• [Try it]
Each line from the first line of the entries through the line holding "position:absolute; left:8px; top:1175px;" is to be restated word for word; nothing else, and no picture, belongs in the answer.

***** Data to use

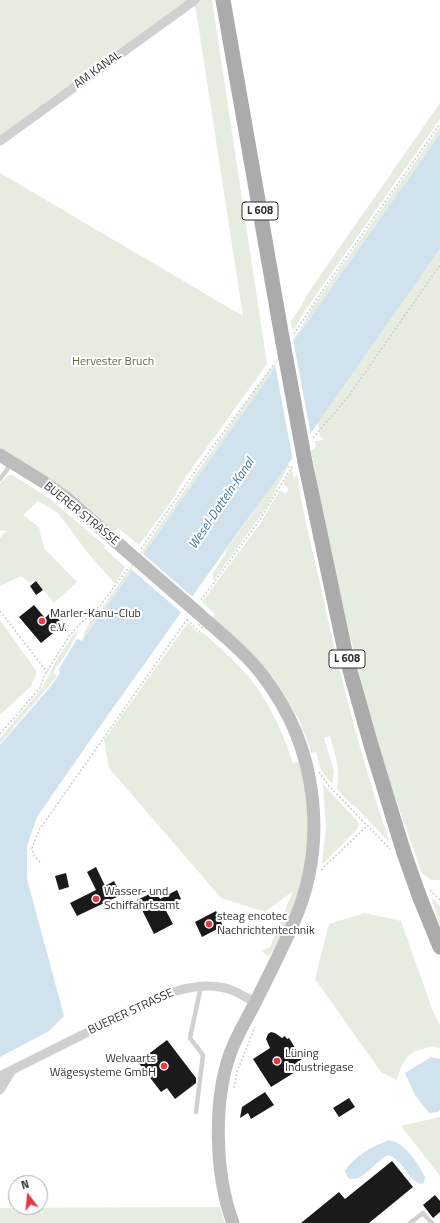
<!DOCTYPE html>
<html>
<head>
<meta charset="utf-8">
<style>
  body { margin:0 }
  #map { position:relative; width:440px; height:1223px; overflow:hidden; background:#fff; font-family:"Titillium Web",sans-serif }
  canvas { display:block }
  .north { position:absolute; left:8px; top:1175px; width:40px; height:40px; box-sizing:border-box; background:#fff; border:1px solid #adadad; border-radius:50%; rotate:344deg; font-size:11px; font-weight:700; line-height:16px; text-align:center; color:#333 }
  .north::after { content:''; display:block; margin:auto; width:14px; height:18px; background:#e63946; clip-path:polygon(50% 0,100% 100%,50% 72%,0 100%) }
</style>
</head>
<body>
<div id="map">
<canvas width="440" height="1223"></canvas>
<div class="north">N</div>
</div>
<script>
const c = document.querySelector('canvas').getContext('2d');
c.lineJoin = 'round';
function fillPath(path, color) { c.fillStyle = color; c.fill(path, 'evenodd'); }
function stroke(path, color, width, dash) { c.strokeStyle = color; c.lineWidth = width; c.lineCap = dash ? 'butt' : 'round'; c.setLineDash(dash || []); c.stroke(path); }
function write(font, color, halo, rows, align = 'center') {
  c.font = font + ' "Titillium Web",sans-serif'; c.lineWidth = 4; c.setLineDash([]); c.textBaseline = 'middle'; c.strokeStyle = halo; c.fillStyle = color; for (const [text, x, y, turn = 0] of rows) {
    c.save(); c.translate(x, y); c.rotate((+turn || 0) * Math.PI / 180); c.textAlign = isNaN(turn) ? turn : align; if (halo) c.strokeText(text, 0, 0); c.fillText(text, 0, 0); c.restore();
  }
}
fillPath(new Path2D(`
  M 0,0 L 212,0 L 267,364 L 187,475 L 176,492 L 177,493 L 139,545 L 118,528 L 114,532 L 0,450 L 0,173 L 243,316 L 196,10 L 193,2 L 0,141 Z
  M 440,103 L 440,119 L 304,312 L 294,330 L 292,328 L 291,321 L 301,307 L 308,293 Z
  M 440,127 L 440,134 L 82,641 C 86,627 91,618 102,608 L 250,397 L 299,331 L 312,308 Z
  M 440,249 L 440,880 L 431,880 L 422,873 C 410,838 397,804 386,770 C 354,665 332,558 311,451 L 316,447 L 315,441 L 324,440 L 320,436 L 318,423 Z
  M 288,463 L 290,468 L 287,468 L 268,505 L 214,580 L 212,579 L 214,576 L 212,575 L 226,553 L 226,550 Z
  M 292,468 L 294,479 L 297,474 C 303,514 313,553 322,592 C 340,677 362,761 390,843 L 354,805 L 352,805 L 337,789 C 340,768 336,757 330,736 L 324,738 L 334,771 L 332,784 L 321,770 L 316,752 L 312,753 L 298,718 L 281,689 L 265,668 L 212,618 L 215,614 L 202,602 L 260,524 L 280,490 L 285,494 L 289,488 L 283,484 Z
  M 9,475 L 12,475 L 49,498 L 105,546 L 104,548 L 125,567 L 115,584 L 88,553 L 58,513 L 38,501 L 23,515 L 39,527 L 44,548 L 77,582 L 54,603 L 36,581 L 30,583 L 21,576 L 0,586 L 0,538 L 6,531 L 0,530 L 0,483 Z
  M 0,620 L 37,672 L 31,686 L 0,715 Z
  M 188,623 L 200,634 L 202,632 C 217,645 231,657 244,672 C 268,697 282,731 293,763 L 299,762 C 318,822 306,905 268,957 L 262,951 L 270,947 L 293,891 L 265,912 L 221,898 L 109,768 L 104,740 Z
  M 80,628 L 68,651 L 53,672 L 57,676 L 0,744 L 0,738 L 43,687 L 56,661 L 73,635 Z
  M 323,784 L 358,822 L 359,825 L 357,829 L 324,863 L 322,863 L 326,827 Z
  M 431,897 L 440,906 L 440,925 Z
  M 365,913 L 401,921 L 434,1014 L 440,1025 L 440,1049 L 434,1046 C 408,1053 405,1053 397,1080 L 381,1072 L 315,979 L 329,924 Z
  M 440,1117 L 440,1176 L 401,1126 Z
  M 220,1207 L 225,1223 L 0,1223 L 0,1208 Z`), '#e6ecdf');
fillPath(new Path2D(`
  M 440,134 L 440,249 L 318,423 L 236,535 L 91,739 L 37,817 L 27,846 L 27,879 L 64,1016 L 49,1031 L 0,1057 L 0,745 L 51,686 L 60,673 L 59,669 L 77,639 L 82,641 Z
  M 431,1057 L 440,1059 L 440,1110 L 438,1112 L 429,1113 L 415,1095 L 405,1073 Z
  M 389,1140 C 406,1144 417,1162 425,1177 L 424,1183 L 421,1184 C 407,1179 403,1159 388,1155 C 375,1161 362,1184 348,1178 L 345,1171 C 354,1156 373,1146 389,1140 Z`), '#cfe2ee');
fillPath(new Path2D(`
  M 293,339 L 311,436 L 293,461 L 275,365 Z
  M 142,553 L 194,598 L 183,614 L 131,569 Z`), '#fff');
fillPath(new Path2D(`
  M 36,581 L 43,590 L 36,595 L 30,586 Z
  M 34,605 L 45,618 L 52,611 L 63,625 L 41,643 L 19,617 Z
  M 96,867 L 105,886 L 114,881 L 121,895 L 77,916 L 70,903 L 96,890 L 87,872 Z
  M 66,873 L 69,887 L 59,890 L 55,876 Z
  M 177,890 L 181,899 L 164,907 L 173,924 L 154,934 L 137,900 L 156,891 L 160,899 Z
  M 216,911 L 223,926 L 202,937 L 195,922 Z
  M 271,1032 L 275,1033 L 282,1038 L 285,1036 L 287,1039 L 289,1038 L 302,1059 L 296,1063 L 300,1069 L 271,1087 L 253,1059 L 270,1048 L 266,1039 L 268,1034 Z
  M 167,1040 L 196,1078 L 196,1083 L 175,1099 L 167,1088 L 161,1092 L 138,1062 Z
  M 265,1092 L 274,1105 L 251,1119 L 248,1113 L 240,1118 L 242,1107 Z
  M 349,1098 L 355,1107 L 339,1117 L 333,1108 Z
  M 392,1161 L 413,1187 L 369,1223 L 301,1223 L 339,1192 L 345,1199 Z
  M 435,1195 L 440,1201 L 440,1212 L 433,1218 L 423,1205 Z`), '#1a1a1a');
stroke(new Path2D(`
  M 294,334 L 318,297 L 440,124
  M 313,438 L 348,397 L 440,265
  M 141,549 L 201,463 L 274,364
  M 201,600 L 259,521 L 293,465
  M 0,611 L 47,672
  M 187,620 L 200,632 L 201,630
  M 0,734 L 40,688 L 44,676 L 70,635 L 81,623 L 100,606 L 129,567
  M 319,772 L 328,785 L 390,849
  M 40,862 L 34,856 L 32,848 L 39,830 L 188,618
  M 321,870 L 367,826
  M 430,890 L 440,900
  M 234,1088 L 237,1072 L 255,1027`), '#cdcdcd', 1.5, [2, 2]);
stroke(new Path2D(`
  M 0,479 L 11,464
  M 196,1112 L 203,1055 L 190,1038 L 201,986
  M 410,1223 L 423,1213 L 432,1223`), '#d0d0d0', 4.5);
stroke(new Path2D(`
  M 0,141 L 195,0
  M 0,1076 L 152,1000 C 177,989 209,979 236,992 C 242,995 249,999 255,1002
  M 0,1090 L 12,1070`), '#d0d0d0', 9);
stroke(new Path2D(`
  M 0,455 L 42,481 L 66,498 L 122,547
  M 198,613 C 220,633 245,652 263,676 C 318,747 329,843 293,924 C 282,949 270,973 258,997 C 249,1016 237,1034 230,1054 C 213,1102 215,1175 233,1223`), '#bdbdbd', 13);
stroke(new Path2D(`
  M 223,0 L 283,343
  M 305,462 L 346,656 L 371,745 L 404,853
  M 420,898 L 440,947`), '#ababab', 15);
stroke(new Path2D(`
  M 198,624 L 203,628`), '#cdcdcd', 1.5, [2, 2]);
stroke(new Path2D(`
  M 122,547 L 198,613`), '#bdbdbd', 13);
stroke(new Path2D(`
  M 283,343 L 305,462
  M 404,853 L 420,898`), '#ababab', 15);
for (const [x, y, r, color] of [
  [42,621,4,"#e63946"],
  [96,899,4,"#e63946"],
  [209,924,4,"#e63946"],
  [277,1061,4,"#e63946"],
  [164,1066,4,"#e63946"]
]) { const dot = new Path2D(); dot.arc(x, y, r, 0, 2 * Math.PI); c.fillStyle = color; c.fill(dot); stroke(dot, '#fff', 1.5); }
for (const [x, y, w] of [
  [260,211,36],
  [347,659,36]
]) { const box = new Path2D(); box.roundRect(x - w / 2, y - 9, w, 18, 3); c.fillStyle = '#fff'; c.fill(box); stroke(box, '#333', 1); }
write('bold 11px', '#333', null, [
  ["L 608",260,211],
  ["L 608",347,659]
]);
write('12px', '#333', '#fff', [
  ["AM KANAL",98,70,-36],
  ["BUERER STRASSE",81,514,39],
  ["BUERER STRASSE",131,1012,-25]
]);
write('12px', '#56703f', '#fff', [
  ["Hervester Bruch",113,362]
]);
write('12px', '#333', '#fff', [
  ["Marler-Kanu-Club",50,614],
  ["e.V.",50,628],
  ["Wasser- und",104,892],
  ["Schiffahrtsamt",104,906],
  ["steag encotec",217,917],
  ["Nachrichtentechnik",217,931],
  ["Lüning",285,1054],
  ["Industriegase",285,1068],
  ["Welvaarts",156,1059,"right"],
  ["Wägesysteme GmbH",156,1073,"right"]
], 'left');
write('italic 13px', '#3f7597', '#fff', [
  ["Wesel-Datteln-Kanal",222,504,-56]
]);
</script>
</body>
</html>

**********

• [Result for this task]
<!DOCTYPE html>
<html>
<head>
<meta charset="utf-8">
<style>
  body { margin:0 }
  #map { position:relative; width:440px; height:1223px; overflow:hidden; background:#fff; font-family:"Titillium Web",sans-serif }
  canvas { display:block }
  .north { position:absolute; left:8px; top:1175px; width:40px; height:40px; box-sizing:border-box; background:#fff; border:1px solid #adadad; border-radius:50%; rotate:344deg; font-size:11px; font-weight:700; line-height:16px; text-align:center; color:#333 }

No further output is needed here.